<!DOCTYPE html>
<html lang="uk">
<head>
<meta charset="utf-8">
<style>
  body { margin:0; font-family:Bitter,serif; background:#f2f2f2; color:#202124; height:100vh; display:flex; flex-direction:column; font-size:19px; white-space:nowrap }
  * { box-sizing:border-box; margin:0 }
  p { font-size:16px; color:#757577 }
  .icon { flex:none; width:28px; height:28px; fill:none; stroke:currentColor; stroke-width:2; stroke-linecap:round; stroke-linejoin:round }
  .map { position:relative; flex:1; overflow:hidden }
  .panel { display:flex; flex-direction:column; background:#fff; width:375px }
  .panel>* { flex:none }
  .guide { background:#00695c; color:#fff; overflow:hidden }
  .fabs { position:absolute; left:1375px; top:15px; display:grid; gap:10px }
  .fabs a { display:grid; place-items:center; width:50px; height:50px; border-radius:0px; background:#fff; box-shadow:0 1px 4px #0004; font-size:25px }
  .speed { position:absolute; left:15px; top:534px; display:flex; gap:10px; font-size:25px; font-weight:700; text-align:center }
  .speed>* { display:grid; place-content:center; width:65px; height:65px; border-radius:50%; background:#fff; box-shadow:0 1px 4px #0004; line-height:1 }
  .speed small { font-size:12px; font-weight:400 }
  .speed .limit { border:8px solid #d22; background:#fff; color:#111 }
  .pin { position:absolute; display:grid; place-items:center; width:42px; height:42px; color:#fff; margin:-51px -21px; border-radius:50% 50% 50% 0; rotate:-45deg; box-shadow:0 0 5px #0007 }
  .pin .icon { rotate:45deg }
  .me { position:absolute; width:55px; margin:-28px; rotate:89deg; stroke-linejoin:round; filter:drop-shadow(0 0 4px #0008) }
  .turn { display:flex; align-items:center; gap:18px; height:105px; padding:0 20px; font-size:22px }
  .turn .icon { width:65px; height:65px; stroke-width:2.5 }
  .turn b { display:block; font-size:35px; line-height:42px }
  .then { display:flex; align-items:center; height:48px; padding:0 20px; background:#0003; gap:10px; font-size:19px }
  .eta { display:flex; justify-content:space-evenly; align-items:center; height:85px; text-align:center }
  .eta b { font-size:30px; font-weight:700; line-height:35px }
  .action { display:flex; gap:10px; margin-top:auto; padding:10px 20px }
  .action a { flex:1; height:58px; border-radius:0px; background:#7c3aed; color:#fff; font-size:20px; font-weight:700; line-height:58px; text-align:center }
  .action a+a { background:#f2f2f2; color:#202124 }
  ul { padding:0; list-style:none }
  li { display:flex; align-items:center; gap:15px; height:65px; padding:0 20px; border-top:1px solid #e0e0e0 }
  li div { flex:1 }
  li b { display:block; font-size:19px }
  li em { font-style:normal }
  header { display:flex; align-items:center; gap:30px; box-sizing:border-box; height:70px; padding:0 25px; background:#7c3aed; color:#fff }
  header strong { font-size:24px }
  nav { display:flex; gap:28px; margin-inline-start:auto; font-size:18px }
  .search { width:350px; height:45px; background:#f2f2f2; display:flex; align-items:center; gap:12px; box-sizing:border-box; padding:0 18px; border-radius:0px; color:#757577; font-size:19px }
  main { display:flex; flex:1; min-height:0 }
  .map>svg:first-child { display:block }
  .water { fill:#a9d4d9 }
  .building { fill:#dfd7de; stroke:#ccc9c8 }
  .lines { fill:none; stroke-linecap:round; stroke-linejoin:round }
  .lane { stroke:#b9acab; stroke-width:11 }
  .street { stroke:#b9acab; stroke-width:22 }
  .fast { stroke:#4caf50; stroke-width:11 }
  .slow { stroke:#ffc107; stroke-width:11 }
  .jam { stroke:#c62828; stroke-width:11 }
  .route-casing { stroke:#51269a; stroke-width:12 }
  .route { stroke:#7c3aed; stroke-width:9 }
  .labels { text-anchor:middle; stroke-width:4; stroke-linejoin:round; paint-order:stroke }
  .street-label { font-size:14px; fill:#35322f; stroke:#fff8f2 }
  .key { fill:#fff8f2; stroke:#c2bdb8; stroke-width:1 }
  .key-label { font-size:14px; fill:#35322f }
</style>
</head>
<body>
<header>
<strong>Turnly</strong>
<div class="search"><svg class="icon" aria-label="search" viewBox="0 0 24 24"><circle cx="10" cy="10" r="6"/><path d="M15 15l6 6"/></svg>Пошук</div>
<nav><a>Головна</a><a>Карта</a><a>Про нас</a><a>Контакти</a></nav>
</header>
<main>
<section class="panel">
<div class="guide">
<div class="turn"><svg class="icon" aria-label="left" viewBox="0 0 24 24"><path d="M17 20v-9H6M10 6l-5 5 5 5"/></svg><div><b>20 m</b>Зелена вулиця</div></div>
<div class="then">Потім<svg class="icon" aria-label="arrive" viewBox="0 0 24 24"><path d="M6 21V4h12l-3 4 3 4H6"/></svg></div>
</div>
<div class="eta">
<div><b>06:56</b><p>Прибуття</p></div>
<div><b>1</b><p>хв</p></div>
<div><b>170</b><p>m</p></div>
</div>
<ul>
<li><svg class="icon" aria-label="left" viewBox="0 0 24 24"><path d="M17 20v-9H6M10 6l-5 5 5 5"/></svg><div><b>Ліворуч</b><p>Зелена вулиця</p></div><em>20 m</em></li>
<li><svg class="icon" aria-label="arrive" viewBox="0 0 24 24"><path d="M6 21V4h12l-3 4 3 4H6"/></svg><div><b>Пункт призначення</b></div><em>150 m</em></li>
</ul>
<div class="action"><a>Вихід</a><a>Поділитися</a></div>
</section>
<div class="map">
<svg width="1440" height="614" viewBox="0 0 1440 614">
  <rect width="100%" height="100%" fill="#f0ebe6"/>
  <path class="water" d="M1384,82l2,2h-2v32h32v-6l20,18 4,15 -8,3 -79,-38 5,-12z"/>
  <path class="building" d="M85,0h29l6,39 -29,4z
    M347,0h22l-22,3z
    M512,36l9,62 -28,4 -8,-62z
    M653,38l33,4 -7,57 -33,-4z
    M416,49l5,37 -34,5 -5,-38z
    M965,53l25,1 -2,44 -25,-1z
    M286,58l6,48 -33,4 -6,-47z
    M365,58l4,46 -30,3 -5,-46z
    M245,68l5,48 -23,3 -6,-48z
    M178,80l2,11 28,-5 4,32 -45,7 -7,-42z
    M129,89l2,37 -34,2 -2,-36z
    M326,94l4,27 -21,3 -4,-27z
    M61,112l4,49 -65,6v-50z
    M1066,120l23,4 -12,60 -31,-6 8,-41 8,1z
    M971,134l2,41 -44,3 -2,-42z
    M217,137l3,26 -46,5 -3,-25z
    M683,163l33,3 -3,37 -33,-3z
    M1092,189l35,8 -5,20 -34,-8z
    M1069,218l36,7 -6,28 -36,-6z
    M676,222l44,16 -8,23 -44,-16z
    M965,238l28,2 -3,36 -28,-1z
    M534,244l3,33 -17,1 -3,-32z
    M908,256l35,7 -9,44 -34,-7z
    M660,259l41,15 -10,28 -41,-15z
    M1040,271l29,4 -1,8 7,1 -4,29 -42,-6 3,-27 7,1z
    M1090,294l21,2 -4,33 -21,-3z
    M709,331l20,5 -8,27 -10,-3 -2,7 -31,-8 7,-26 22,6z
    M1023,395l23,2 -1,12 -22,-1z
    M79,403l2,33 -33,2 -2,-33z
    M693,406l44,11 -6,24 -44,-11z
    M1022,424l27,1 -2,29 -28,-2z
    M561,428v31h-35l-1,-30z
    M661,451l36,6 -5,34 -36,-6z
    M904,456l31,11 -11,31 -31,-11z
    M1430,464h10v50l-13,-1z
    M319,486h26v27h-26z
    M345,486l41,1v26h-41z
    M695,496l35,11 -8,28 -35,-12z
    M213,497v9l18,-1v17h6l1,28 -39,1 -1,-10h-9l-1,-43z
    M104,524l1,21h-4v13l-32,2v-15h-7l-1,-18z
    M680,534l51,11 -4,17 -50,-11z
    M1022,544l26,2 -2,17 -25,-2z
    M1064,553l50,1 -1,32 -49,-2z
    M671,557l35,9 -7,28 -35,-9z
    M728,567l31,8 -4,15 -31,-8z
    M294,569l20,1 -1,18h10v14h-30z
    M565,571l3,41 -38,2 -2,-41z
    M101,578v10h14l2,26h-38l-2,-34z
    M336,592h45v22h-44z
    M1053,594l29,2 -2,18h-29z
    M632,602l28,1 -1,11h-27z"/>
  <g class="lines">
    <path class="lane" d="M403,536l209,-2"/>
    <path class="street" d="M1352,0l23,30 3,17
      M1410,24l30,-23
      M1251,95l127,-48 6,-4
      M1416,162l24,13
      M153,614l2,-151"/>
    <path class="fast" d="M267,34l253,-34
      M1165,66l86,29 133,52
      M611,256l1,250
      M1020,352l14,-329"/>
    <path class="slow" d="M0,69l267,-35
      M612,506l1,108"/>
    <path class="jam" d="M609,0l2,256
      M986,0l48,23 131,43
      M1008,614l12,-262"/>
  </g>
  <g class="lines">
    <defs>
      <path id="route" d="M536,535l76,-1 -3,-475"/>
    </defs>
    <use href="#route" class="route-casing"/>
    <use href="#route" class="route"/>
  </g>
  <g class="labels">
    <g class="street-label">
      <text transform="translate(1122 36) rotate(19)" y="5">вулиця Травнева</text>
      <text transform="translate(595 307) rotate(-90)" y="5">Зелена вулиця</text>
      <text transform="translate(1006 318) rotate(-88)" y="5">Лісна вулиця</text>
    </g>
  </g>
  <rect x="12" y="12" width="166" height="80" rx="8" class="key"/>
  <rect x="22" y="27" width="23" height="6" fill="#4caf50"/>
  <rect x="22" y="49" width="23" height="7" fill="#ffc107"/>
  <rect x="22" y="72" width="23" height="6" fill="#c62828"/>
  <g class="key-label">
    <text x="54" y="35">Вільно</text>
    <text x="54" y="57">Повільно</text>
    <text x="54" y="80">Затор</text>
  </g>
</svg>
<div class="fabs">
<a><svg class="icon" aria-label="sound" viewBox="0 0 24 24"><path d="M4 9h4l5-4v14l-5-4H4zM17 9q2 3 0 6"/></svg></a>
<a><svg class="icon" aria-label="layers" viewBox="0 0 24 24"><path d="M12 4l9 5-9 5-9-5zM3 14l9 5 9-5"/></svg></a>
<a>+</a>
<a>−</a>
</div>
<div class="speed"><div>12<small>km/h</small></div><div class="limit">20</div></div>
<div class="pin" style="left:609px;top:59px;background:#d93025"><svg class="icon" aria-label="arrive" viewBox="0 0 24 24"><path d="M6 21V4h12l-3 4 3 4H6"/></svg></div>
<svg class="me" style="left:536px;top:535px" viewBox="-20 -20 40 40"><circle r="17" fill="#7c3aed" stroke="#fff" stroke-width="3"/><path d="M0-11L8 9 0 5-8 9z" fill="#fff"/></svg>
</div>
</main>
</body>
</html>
◇ ◇ ◇ ◇ ◇ ◇ ◇
TASK GOAL: Copy the lines above exactly. Start with the line containing "display:flex; align-items:center; gap:18px;", end with the line containing "display:block; font-size:35px; line-height:42px", and include both.

OUTPUT:
  .turn { display:flex; align-items:center; gap:18px; height:105px; padding:0 20px; font-size:22px }
  .turn .icon { width:65px; height:65px; stroke-width:2.5 }
  .turn b { display:block; font-size:35px; line-height:42px }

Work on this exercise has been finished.